**Exercise directions:** Track down every line below that holds "Dornoch" and copy it.

★ ★ ★ ★ ★ ★ ★

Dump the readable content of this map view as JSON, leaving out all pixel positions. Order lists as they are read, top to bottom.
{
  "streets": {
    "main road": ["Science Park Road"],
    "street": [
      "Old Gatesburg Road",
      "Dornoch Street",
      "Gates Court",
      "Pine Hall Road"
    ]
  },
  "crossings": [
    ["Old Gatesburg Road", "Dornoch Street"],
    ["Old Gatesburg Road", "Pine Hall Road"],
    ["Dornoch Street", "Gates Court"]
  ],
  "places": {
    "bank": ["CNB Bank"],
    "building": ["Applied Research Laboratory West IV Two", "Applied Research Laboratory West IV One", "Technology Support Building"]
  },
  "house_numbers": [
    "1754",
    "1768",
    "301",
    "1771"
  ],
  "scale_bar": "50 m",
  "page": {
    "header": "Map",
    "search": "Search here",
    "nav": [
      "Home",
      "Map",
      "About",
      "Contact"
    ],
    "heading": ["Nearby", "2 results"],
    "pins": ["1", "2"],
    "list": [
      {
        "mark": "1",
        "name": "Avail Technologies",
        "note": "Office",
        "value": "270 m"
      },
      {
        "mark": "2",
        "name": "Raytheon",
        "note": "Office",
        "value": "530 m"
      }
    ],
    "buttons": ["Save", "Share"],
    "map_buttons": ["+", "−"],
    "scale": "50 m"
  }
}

★ ★ ★ ★ ★ ★ ★

**Solved problem:**
      "Dornoch Street",
    ["Old Gatesburg Road", "Dornoch Street"],
    ["Dornoch Street", "Gates Court"]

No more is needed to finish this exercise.